雅里克里哨所的日用水全靠这里的冰才能化成淡水饮用。

上山三天,战友兼班长的王发才只和他说了三句话。第一句:“你好,我叫王发才,从今天开始我是你的班长,我的一切命令你必须服从。”

第二句;“每天八点训练队列任务,九点用餐。下午巡逻,晚上十一点准时熄灯。”第三句:“按照雅里克里哨所的惯例,每个新到的战士负责哨所的饮水供应,每天必须在八点队列训练前从山下取冰四十公斤。”

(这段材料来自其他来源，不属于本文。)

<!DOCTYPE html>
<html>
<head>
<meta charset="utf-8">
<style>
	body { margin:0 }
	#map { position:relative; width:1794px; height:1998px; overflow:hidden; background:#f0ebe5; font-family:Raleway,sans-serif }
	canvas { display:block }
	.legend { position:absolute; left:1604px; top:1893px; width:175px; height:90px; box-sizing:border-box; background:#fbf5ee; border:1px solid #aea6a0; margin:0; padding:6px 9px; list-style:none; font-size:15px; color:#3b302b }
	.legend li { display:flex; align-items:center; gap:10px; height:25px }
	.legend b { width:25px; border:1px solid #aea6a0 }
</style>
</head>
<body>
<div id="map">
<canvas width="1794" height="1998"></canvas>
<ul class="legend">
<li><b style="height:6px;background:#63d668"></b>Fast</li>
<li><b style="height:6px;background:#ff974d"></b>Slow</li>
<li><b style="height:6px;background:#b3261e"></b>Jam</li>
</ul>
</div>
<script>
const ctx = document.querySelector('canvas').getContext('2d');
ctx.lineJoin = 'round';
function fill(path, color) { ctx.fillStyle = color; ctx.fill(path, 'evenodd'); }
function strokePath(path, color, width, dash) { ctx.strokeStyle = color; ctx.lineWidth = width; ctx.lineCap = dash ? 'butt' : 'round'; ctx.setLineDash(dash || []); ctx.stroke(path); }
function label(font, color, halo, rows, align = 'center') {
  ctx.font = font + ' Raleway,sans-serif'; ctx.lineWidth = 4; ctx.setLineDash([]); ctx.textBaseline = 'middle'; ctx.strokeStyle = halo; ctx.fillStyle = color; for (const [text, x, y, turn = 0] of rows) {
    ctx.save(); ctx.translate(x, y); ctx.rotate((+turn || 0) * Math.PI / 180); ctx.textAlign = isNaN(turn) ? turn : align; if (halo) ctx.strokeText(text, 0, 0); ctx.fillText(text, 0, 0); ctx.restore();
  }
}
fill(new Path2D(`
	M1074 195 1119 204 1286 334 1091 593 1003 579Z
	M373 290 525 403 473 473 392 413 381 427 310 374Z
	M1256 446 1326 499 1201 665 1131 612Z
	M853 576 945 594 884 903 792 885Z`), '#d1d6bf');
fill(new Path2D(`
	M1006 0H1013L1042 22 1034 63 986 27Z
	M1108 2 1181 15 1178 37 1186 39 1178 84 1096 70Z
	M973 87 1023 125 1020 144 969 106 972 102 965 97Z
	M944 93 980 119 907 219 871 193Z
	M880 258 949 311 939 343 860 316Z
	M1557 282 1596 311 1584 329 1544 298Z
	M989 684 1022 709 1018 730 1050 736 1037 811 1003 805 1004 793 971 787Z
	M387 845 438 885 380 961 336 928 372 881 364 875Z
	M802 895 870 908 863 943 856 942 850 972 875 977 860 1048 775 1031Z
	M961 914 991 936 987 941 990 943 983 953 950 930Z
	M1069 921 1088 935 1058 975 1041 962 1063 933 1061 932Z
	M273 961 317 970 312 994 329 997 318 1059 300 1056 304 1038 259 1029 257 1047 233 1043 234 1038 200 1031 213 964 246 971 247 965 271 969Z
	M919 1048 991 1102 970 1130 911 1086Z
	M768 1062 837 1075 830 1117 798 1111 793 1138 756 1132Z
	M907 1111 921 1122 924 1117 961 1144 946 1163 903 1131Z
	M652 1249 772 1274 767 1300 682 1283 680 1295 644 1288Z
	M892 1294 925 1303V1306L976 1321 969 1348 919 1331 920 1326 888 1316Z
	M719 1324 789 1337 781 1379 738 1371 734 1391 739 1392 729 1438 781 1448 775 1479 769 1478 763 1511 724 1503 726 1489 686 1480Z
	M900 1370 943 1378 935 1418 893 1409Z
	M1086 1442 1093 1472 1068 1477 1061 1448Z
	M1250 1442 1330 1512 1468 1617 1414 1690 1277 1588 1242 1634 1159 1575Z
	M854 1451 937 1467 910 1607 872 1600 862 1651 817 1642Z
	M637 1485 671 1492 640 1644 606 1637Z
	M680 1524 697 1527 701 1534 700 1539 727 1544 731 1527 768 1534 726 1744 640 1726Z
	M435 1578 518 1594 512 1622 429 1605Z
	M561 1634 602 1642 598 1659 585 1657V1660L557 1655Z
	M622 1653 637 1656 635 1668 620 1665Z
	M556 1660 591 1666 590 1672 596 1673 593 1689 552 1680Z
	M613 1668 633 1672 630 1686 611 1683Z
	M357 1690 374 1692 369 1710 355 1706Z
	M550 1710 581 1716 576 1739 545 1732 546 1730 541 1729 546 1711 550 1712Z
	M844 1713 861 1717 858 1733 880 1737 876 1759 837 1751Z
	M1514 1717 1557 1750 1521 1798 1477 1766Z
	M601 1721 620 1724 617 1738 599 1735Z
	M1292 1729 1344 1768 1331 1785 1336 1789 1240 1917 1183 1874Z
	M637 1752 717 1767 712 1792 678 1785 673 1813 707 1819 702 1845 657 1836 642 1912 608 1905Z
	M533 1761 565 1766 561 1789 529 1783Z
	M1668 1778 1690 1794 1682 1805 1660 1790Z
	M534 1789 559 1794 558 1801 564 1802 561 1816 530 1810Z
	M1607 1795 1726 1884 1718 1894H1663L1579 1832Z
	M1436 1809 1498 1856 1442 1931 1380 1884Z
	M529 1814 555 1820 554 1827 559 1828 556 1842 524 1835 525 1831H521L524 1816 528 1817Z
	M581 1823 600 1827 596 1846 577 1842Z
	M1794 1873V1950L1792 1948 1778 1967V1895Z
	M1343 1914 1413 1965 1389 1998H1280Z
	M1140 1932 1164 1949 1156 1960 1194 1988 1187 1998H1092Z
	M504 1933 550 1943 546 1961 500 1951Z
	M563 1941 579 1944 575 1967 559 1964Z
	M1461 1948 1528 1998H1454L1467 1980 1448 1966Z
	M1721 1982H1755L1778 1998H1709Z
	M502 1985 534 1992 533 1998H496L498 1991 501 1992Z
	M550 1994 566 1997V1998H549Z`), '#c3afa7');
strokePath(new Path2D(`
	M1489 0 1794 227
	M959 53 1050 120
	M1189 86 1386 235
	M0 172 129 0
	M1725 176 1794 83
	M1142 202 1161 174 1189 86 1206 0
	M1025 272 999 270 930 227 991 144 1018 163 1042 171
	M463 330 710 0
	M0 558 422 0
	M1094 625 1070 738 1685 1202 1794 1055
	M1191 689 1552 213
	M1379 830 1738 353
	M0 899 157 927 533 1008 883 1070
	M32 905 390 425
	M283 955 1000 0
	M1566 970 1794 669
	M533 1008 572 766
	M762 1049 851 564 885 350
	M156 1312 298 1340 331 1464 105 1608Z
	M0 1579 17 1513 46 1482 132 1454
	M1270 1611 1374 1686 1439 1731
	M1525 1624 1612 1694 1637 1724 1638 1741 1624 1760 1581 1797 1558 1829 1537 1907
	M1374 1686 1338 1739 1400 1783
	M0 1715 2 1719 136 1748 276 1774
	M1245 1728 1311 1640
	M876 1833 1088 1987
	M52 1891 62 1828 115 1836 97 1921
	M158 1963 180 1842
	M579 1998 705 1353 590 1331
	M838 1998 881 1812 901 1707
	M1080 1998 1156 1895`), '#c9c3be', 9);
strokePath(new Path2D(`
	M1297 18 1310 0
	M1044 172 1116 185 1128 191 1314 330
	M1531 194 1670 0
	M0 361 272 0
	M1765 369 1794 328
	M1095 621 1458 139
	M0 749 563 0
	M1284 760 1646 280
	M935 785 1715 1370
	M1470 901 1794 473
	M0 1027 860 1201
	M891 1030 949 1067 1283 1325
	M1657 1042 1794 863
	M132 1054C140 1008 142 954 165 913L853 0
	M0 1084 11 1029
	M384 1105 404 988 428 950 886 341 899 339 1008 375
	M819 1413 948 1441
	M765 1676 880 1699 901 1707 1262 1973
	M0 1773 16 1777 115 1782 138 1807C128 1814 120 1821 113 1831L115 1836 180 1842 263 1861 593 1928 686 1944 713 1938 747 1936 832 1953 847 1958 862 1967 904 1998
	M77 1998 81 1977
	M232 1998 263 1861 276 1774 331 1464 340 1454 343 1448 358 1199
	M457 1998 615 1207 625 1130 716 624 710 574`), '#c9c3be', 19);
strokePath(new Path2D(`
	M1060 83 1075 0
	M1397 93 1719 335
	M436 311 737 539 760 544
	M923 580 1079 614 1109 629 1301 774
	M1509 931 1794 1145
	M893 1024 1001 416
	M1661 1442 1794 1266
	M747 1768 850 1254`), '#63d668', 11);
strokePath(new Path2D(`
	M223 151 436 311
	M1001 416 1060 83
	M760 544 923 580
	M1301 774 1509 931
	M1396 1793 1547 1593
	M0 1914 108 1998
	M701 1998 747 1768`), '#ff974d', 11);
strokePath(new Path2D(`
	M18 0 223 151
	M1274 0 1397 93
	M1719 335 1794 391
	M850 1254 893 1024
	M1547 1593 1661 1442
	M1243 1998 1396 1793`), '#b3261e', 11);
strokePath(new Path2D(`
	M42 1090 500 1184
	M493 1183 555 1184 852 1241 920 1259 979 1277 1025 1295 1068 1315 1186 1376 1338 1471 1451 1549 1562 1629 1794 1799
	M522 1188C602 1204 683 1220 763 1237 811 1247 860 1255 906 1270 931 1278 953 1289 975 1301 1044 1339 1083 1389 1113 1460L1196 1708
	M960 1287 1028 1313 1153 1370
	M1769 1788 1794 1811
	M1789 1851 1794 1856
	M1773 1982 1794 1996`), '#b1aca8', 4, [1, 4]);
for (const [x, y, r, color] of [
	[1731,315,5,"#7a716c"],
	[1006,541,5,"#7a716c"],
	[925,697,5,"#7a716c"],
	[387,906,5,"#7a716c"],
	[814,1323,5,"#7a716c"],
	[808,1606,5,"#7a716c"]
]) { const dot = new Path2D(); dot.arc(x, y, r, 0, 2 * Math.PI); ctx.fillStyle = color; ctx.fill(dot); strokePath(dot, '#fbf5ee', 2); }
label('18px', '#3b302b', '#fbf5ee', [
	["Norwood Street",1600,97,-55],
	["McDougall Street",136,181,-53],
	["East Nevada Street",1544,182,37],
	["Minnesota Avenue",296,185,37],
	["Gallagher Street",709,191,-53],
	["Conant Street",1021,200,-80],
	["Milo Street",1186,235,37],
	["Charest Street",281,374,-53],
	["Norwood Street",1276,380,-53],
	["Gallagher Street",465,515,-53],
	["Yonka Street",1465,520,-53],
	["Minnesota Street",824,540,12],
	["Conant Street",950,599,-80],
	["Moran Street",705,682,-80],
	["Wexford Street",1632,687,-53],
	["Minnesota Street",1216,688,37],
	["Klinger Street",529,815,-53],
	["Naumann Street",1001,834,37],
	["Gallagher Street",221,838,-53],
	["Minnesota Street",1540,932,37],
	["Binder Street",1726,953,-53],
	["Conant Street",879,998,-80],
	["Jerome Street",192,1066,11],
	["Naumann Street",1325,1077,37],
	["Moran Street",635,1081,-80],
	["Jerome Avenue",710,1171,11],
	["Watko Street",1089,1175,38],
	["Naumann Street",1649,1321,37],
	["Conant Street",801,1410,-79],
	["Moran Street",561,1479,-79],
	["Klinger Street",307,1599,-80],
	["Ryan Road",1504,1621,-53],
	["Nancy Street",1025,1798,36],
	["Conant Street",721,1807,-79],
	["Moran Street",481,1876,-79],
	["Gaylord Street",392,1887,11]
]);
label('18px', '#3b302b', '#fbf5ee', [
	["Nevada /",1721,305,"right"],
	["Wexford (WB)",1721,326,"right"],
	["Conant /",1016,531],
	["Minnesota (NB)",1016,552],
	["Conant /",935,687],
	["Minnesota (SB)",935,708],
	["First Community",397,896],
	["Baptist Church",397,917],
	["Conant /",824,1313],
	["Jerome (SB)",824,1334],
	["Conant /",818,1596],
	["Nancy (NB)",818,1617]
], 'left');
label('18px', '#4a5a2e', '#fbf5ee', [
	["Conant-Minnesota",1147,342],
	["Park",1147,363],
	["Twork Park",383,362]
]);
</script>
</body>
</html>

“他妈的,他还叫人嘛?两个人一天能用四十公斤的冰嘛,简直是魔鬼”高杨骂道。

背冰不是一件轻松活,没有绳子,也不许用绳子,更没有什么东西可以装冰,唯一的一把工具就是背上的一把短铁镐,用来铇冰。

可是这把铁镐并不是军用铁镐,结实的木头,顶端的铁镐至少有五六公斤重。刨的冰不能太小,太小跑的次数就多,只要错过了队列训练时间,就没有早餐供应。

大冰不好刨,雅里克里的冰,坚硬的和石头一样,一铁镐下去,震的人手发麻。刨的冰楞楞角角很难抓稳,要是控制不好,就可能掉在地上,前功尽弃。上山的路极其陡峭,坡度接近七十五度,与其说路,不如说是哨所的大兵常年踩出的一行凹槽。

“该死的,早知道昨晚就该下手。”高杨愤愤的道。回想起昨夜,高杨现在心里还扑腾扑腾的跳。自上山以来,他一直在等待机会,昨天夜里,老王不知从那里打的一只兔子,做了个红烧兔子,分了他一半,然后自顾自的喝着伊力特。

他旁边蹲着一条大黄狗,兴奋的围着他,老王叫它大黄。高杨一上山,就发现大黄对他不太友善,一双狗眼时常盯着他,稍一靠近,大黄鼻子里就发出一种低沉可怕的声音,那声音就像从喉管深处给一点一点挤压出来一样,双眼发直露出凶光,尾巴直立着。

高杨试图用肉来贿赂大黄,可是大黄压根不理会他的巴结。高杨喂它的肉,它只用鼻子闻一闻,扭头就走,宁可去吃老王的剩馒头,一到晚上该死的大黄就卧在老王的床下面。

昨晚老王可能喝过了,一头栽在床上打着呼噜。外面只听见呼呼的风声,夜里月光悄悄的踱了屋来。高杨在床上一动不动,他静静的听着老王的呼噜声。

当确信老王已经睡死了,他轻轻的唤了声:“老王。”没有任何反应。高杨慢慢起身,从枕头下面摸出九五的刺刀。九五式刺刀很短,平时不用时,总插在刀鞘里。

高杨从刀鞘里不动声响的拔出刺刀,刀刃在月光下闪着寒光,高杨的眼里充满着仇恨,他光着脚丫下了地。老王鼾声如雷,高杨慢慢挪着脚步。他的床和老王仅隔两米,短短的距离如今却如此遥远。

老王脸上的刀疤越来越清楚,快了,就差一步,他手中的刺刀就能划开老王的喉管,接着就会喷出热乎乎的鲜血。“唔~~“床下的大黄不知何时醒来,低低的声音发出了警告,一双狗眼恶狠狠在床下盯着高杨。

这时,只听军用床咯吱一声,高杨的心陡然收紧,他的手发着颤。老王在床上翻了个身,继续扯着鼾。高杨长舒了一口气,慢慢的把刀收了回去,一步一步的挪回了自己的床,心有不甘的看着床下的大黄。

大黄在床下,那双眼睛仍不放过高杨,黑夜里就像两把尖刀扎进他的心窝。高杨手里紧紧的握着刀鞘,一滴泪水从他眼角流出,在夜光下亮盈盈的。

“妈的”高杨一脚踩空,从山坡上滑了下来,他本能的用手迅速的抓住斜坡的一个凹槽,“通”的一声,身后的大冰块摔了下去。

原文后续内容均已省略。